Conoas

O Dia Depois do Amanhã

A imagem é desoladora. Devastadora mesmo. Água por todos os lados, casas submersas, prédios atingidos, muitas vezes, até o terceiro pavimento, ruas tão alagadas que não se dissocia o que é rio e o que é asfalto e um sentimento de impotência que assola o semblante não só de quem viveu a tragédia das chuvas no Estado do Rio Grande do Sul, mas também de quem se importa com o próximo.

São cenas que, infelizmente, não foram fabricadas em estúdio de cinema algum de Hollywood, em Los Angeles, nos Estados Unidos. E não pertencem ao filme de grande bilheteria “O Dia Depois do Amanhã”. Lamentavelmente, é só a natureza externando o seu descontentamento com a ação do homem em direção à ela.

Em outras palavras, a mudança climática não é comercial de margarina no café da manhã. Não é brincadeira ou interpretação. Não é algo que se possa deixar para lá, fingir que não existe ou que se está livre dela. É real, palpável e materializável.

Nenhum país no Planeta Terra pode bater no peito e dizer que está a salvo. A mudança do clima não respeita fronteiras geográficas, dá de ombros para ideologia política e sequer está preocupada se o modelo econômico é keynesiano ou marxisista.
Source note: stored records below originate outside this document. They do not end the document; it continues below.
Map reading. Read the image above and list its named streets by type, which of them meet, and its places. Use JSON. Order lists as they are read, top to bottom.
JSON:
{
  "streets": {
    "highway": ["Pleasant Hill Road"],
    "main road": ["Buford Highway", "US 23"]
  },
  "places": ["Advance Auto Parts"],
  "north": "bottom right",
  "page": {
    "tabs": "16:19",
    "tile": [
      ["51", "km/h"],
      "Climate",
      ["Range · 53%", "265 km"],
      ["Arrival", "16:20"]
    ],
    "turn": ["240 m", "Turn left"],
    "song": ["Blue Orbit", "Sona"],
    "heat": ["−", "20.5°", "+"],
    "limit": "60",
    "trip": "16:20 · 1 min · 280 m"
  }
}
A mudança climática tem mil caras. E trabalha com os cinco sentidos do homem: olfato, visão, audição, paladar e tato. Nem sempre de maneira clara, devemos dizer.

Por exemplo, em alguns momentos, ela é invisível aos olhos, mas se cristaliza em um calor intenso, tão intenso que é capaz de causar insolação, secando o paladar no melhor estilo clima desértico, e levando pessoas a óbito como no meio-oeste norte-americano ou na Grécia neste verão de 2024.
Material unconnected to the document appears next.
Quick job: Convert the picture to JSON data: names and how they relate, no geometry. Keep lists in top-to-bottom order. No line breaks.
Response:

Já quando lida com o olfato, emerge num cheiro de chuva na terra –  a terra molhada -, mas que logo se dissipa dada a absurda quantidade de água que cai no solo.
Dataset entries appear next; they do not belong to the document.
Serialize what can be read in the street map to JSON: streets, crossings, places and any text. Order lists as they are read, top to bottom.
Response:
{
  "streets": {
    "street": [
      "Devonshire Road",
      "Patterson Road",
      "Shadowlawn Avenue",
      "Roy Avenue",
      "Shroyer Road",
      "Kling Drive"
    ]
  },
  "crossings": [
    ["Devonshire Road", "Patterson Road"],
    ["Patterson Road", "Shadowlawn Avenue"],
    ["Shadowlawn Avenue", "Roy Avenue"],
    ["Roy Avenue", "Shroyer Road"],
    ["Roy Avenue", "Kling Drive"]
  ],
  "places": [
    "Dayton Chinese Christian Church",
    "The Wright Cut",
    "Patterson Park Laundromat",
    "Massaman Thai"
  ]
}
A mudança climática também aguça a audição a partir das tempestades torrenciais ou os ventos gélidos de uma nevasca, causando temor. E é tátil, porque todas as percepções anteriores são bem palpáveis.

Mas como reagir a essas catástrofes naturais? A resposta é: informação. Não uma qualquer. Não àquela pesquisada no Google – sorry, Google! Aqui, falamos de informação tratada, que emerge a partir de dados, imagens, insights, pesquisa de campo, entre outros.

Quem conhece bem essa receita é o pessoal da Fractal Engenharia e Sistemas. Por meio de uma série de bancos de dados públicos, que incluem informações de radar, satélites, sensores meteorológicos e atmosféricos, além das coletadas no terreno de trabalho, a empresa consegue montar uma plataforma capaz de gerar uma previsão do comportamento da água.

É o tipo de análise que quase toda indústria precisa: da agricultura e da pecuária à geração de energia por usinas hidrelétricas, passando por um punhado de indústrias. Porque o ciclo hidrológico afeta consideravelmente a economia brasileira.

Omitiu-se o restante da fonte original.